Unless we are planning to document the whole of the C language this really is over the top. There is nothing special to this keyword that makes it more useful than others in OS Development... and just because you found one code listing where you think volatile was neccesary does not mean you should be setting of on a mission to teach the world about volatile. -- Tyler 16:58, 9 May 2007 (CDT)
- Agreed, but I do think it has some worth. What about creating a Programming Section for articles like this? --Alboin
- Reading the logs, it was more than just one code snippet. Although I think that mentioning it is a good thing, dedicating an entire page to it is over the top. Mentioning the issue on the C and C++ pages should IMO suffice.
- The Linux kernel documentation devotes an entire text file to volatile. See . Linus generally considers declaring data as 'volatile' to be a bad thing, particularly for shared data. IMO the arguments made in the document are sound... perhaps its worth talking about them on this page?
- To be honest, I don't consider the Linux kernel maintainers to be the last instance in good programming. I also don't like blanket statements like "volatile considered harmful" (erm... then again, I based the Makefile tutorial on a paper "recursive make considered harmful", so that's a bit of a double standard there... :-D ). There are indeed some points made in the text that should be massaged into this article, but I'd also note that it refers to the Linux kernel sources, where support code for mutexes, memory I/O accessors etc. is already in place. -- Solar 07:57, 12 January 2009 (UTC)

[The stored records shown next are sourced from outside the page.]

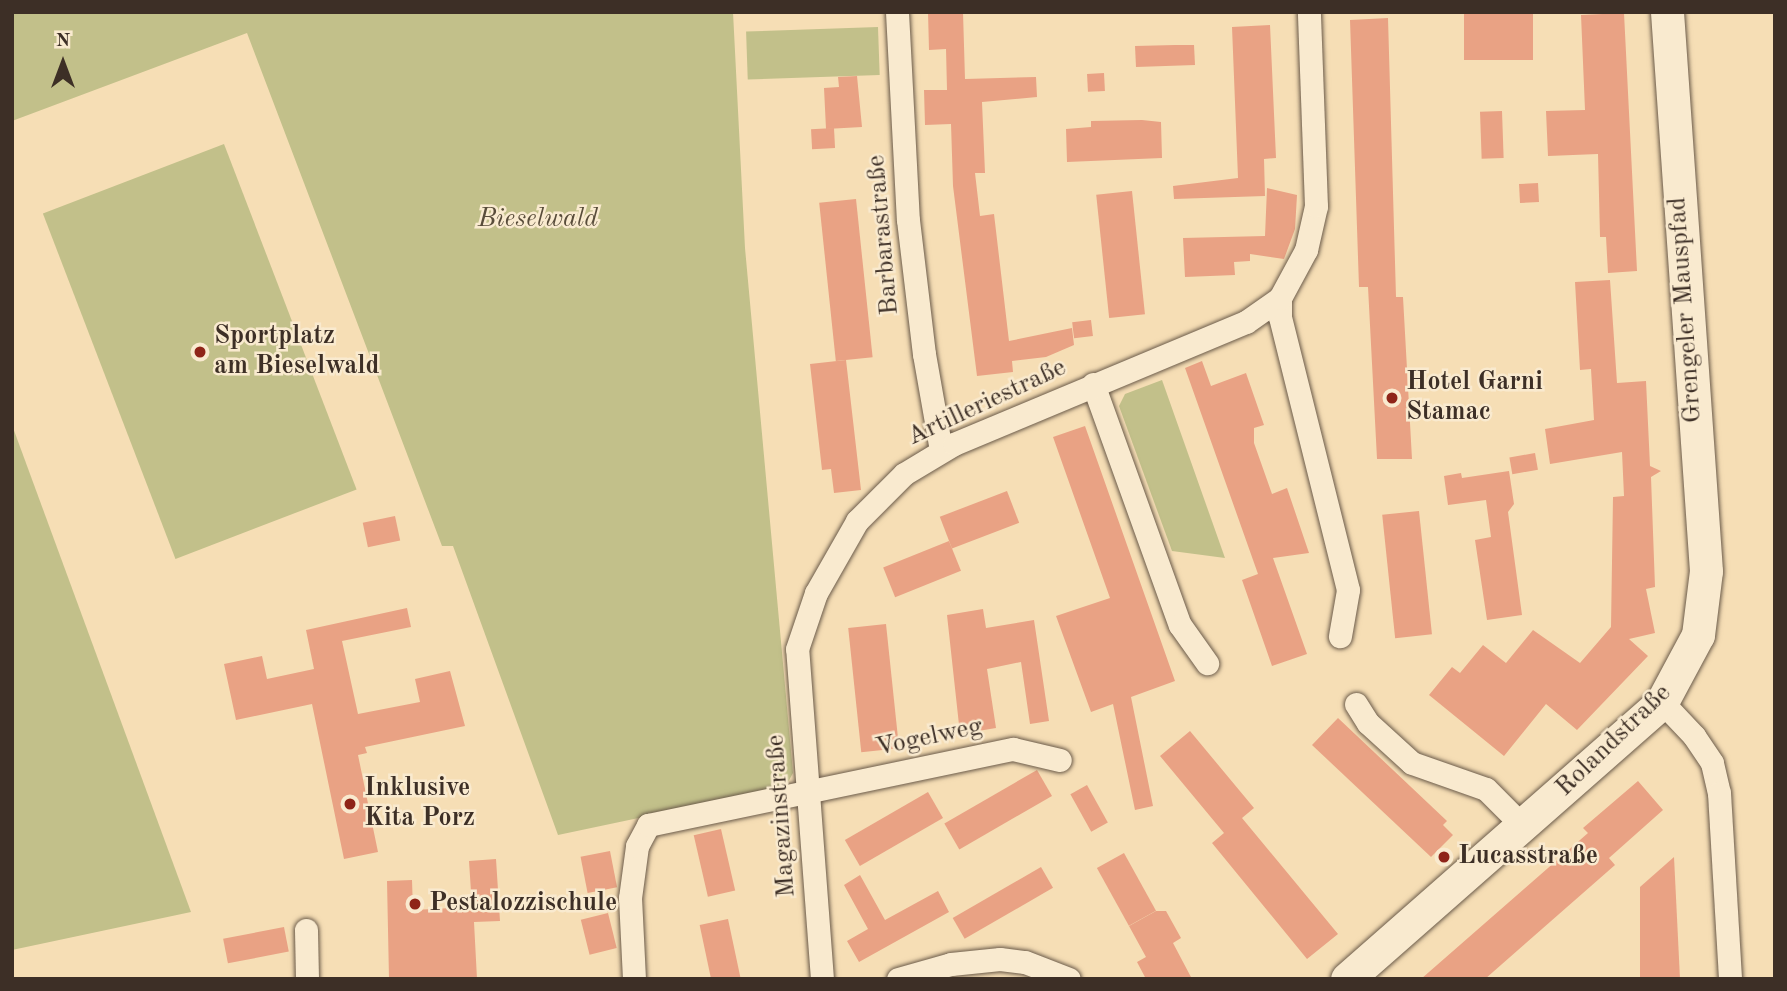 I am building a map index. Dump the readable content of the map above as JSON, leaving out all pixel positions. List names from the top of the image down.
{
  "streets": {
    "main road": ["Grengeler Mauspfad", "Rolandstraße"],
    "street": [
      "Barbarastraße",
      "Artilleriestraße",
      "Vogelweg",
      "Magazinstraße"
    ]
  },
  "crossings": [
    ["Barbarastraße", "Artilleriestraße"],
    ["Grengeler Mauspfad", "Rolandstraße"],
    ["Artilleriestraße", "Magazinstraße"],
    ["Vogelweg", "Magazinstraße"]
  ],
  "parks": ["Bieselwald"],
  "places": [
    "Sportplatz am Bieselwald",
    "Hotel Garni Stamac",
    "Inklusive Kita Porz",
    "Lucasstraße",
    "Pestalozzischule"
  ],
  "north": "top"
} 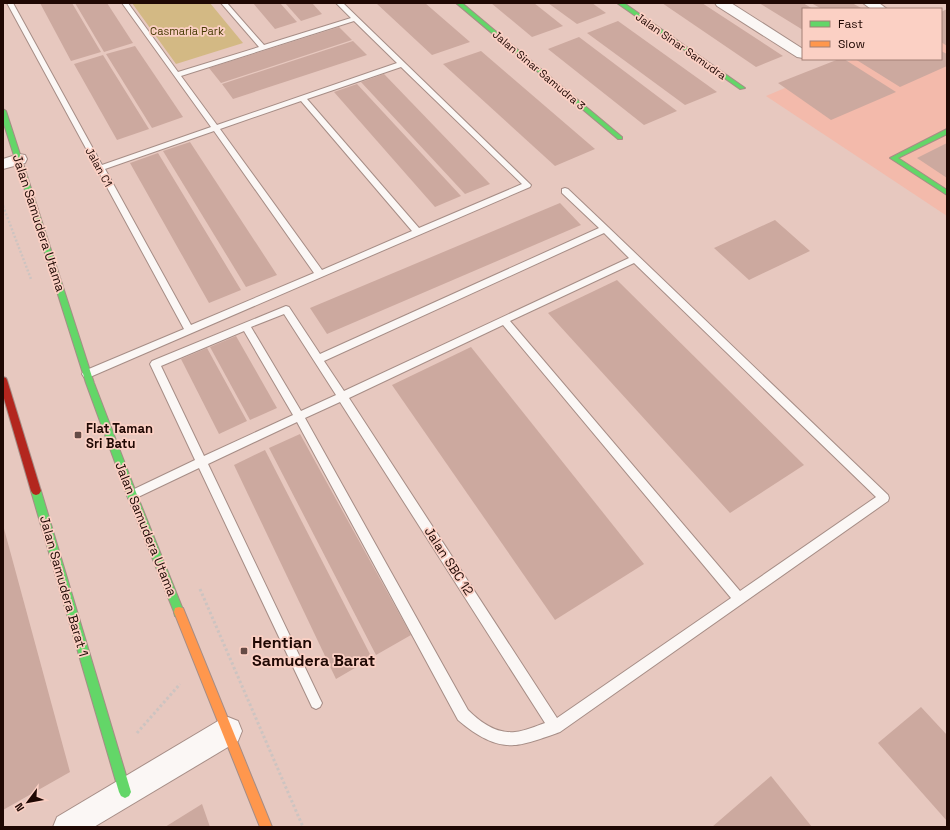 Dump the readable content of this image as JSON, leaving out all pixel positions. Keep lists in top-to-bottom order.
{
  "streets": {
    "street": [
      "Jalan Sinar Samudra",
      "Jalan Sinar Samudra 3",
      "Jalan Samudera Utama",
      "Jalan Samudera Barat 1"
    ],
    "lane": ["Jalan C1", "Jalan SBC 12"]
  },
  "parks": ["Casmaria Park"],
  "places": {
    "transit": ["Flat Taman Sri Batu", "Hentian Samudera Barat"]
  },
  "legend": ["Fast", "Slow"],
  "north": "bottom left"
} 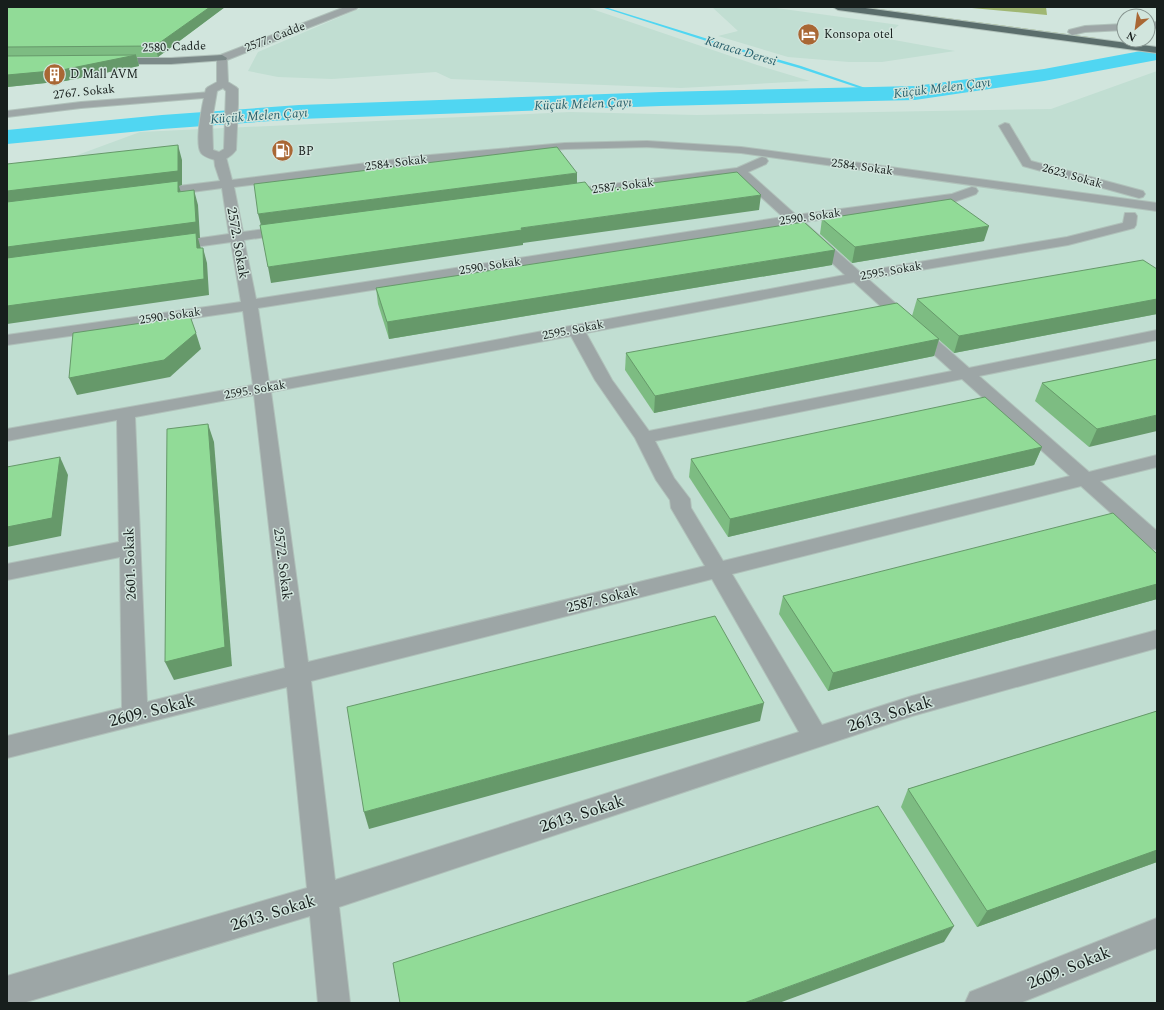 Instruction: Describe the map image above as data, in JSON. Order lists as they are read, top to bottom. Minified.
{"streets":{"main road":["2580. Cadde"],"street":["2577. Cadde","2767. Sokak","2584. Sokak","2623. Sokak","2587. Sokak","2590. Sokak","2572. Sokak","2595. Sokak","2601. Sokak","2609. Sokak","2613. Sokak"]},"crossings":[["2577. Cadde","2580. Cadde"],["2584. Sokak","2587. Sokak"],["2584. Sokak","2590. Sokak"],["2584. Sokak","2572. Sokak"],["2584. Sokak","2595. Sokak"],["2587. Sokak","2572. Sokak"],["2587. Sokak","2609. Sokak"],["2590. Sokak","2572. Sokak"],["2572. Sokak","2595. Sokak"],["2572. Sokak","2609. Sokak"],["2572. Sokak","2613. Sokak"],["2595. Sokak","2601. Sokak"],["2601. Sokak","2609. Sokak"]],"water":["Karaca Deresi","Küçük Melen Çayı"],"places":{"hotel":["Konsopa otel"],"building":["D Mall AVM"],"fuel station":["BP"]},"north":"bottom left"}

- The bottom line of that document is not the blanket "don't use volatile" but it rather reads "Don't use volatile because too many of you are too stupid to apply it correctly". And it is that underlying reason that should IMO be addressed. That partly includes the examples of when and when not, but primarily about what volatile itself is about so that people can make their own educated decisions instead of randomly being told that it is bad. - Combuster 11:23, 12 January 2009 (UTC)
Whether you like it or not, the point of this discussion is teaching about what this statement does and when it may be neccessary. I wouldn't be surprised if 95% of all hobby OS's work fine as long as they are compiled without optimizations, but as soon as they try to compile with e.g. -O3 they wonder why nothing works anymore. There's instances and uses where volatile definitely is neccessary (especially I/O related code), and also highly optimized synchronization algorithms typically use them as well. Just because Linux is trying to avoid it doesn't mean it's incorrect or wrong. It is a very powerful keyword if the programmer knows when and how to use it properly. My article intends to provide the basic education. I personally do not think the Linux kernel is the best example of good source code, unless you're trying to write a POSIX compliant operating system. I agree with some points of that article against the use of volatile, but like I said there's many occasions where it definitely is important. And yes, "volatile" does not mean a write/read operation becomes atomic!